Additional NIOSH publications highlighted selected periods of FOG data as well as hazard alerts and fact sheets on various topics. Hazard alerts and fact sheets were published in collaboration with OSHA, NIOSH, and the National Service, Transmission, Exploration and Production Safety (STEPS) Network Alliance and describe known hazards along with recommendations for employers and workers on how to improve safety for workers (44). Hazard alerts have been distributed through the National STEPS Network and through contractor management systems (e.g., Veriforce [formerly PEC Safety]; https://veriforce.com) to thousands of workers. Additional recommendations for medical professionals and medical examiners and coroners were provided by occupational medicine physicians and researchers to help identify signs and symptoms of exposure to hydrocarbon gases and vapors and oxygen-deficient atmospheres in OGE workers (30). Three scientific articles highlight three trends in OGE fatalities identified through the FOG database (i.e., cardiac events, heat-related illness, and substance use) and provide employer considerations to mitigate risks for fatality. Findings based on FOG data have been presented to multiple researchers, industry safety and health groups, and other industry leaders. Groups who have received data from the FOG database include API, IADC, the Association of Energy Service Companies (now Energy Workforce & Technology Council), the American Society of Safety Professionals, and the Permian Road Safety Coalition.

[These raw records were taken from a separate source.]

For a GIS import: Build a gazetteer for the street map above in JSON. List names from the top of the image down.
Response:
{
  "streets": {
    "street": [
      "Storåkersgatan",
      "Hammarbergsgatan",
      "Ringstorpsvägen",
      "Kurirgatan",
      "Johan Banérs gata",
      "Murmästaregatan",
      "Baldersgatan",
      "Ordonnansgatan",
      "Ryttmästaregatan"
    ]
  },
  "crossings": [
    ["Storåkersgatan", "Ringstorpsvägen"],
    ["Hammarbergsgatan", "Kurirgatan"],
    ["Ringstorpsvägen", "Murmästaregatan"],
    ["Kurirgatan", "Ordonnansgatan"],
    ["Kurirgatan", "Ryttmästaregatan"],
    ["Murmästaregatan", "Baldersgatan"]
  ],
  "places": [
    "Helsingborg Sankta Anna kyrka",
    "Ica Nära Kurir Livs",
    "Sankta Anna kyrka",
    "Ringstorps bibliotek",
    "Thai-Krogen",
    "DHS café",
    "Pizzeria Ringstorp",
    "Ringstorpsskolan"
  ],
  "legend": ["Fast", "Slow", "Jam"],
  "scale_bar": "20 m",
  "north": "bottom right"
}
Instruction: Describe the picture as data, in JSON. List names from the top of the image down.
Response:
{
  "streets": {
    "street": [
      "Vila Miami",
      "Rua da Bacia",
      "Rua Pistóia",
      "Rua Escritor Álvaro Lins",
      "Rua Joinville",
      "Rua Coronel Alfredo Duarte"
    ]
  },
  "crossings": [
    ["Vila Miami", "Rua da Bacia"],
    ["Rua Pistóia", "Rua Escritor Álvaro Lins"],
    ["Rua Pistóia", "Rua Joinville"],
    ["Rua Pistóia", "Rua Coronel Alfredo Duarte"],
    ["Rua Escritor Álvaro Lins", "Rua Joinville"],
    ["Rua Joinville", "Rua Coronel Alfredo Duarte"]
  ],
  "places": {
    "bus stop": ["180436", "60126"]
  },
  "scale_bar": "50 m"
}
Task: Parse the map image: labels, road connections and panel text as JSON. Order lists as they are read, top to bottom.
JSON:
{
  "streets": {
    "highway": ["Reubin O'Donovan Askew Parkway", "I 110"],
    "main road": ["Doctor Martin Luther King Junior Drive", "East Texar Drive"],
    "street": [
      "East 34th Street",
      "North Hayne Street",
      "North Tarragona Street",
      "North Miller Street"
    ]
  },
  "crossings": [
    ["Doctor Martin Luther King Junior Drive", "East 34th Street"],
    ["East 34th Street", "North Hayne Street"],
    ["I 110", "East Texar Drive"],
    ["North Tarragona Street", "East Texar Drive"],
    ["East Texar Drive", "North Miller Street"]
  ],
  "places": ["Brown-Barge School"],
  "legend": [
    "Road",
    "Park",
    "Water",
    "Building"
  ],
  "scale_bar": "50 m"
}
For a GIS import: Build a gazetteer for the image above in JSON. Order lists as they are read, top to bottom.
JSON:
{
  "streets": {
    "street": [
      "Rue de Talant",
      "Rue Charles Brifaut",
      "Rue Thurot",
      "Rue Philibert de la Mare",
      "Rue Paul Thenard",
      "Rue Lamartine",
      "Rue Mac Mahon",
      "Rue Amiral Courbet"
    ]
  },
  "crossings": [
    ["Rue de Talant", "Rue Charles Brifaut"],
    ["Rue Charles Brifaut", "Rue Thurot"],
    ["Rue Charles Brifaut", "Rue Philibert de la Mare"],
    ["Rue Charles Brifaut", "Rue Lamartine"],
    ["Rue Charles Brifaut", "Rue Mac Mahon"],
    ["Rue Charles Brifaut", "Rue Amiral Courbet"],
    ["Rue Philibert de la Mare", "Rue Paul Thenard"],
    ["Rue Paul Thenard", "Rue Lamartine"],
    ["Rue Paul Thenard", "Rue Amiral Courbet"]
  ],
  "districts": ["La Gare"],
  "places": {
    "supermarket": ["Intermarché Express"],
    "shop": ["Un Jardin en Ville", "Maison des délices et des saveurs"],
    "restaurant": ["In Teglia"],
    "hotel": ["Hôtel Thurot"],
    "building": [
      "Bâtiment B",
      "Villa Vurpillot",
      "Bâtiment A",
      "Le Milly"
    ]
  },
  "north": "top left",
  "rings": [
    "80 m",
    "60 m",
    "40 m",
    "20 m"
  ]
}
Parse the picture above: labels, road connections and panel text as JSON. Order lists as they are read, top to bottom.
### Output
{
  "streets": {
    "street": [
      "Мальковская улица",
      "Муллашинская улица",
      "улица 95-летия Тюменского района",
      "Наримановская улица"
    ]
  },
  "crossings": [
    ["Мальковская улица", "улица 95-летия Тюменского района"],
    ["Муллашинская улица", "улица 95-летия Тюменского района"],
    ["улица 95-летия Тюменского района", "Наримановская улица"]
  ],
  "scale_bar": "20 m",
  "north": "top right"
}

Surveillance System Strengths and Challenges

The creation of the FOG database and the first 6 years of data illustrate that the database is a valuable resource for identifying safety and health trends and emerging issues among OGE workers. Benefits of an industry-specific surveillance system such as the FOG database include the ability to identify emerging hazards, temporal trends, and risk factors that might be unique to the industry and to build relationships with industry partners with the mutual goal of promoting worker safety and health. The FOG database also helps researchers to better identify groups of workers who are at increased risk for injury. Emerging safety and health issues among OGE workers were identified through analysis of the FOG database (e.g., exposure to hydrocarbon gases and vapors and fatalities caused by heat-related illness, substance use, and cardiac events) (Supplementary Appendix 2, https://stacks.cdc.gov/view/cdc/131261). The FOG database includes detailed information describing the circumstances of each incident and the fatally injured worker while also capturing key variables that can be collapsed to allow for broader epidemiological analyses. The narratives describing each fatality also provide data that have been valuable to industry partners.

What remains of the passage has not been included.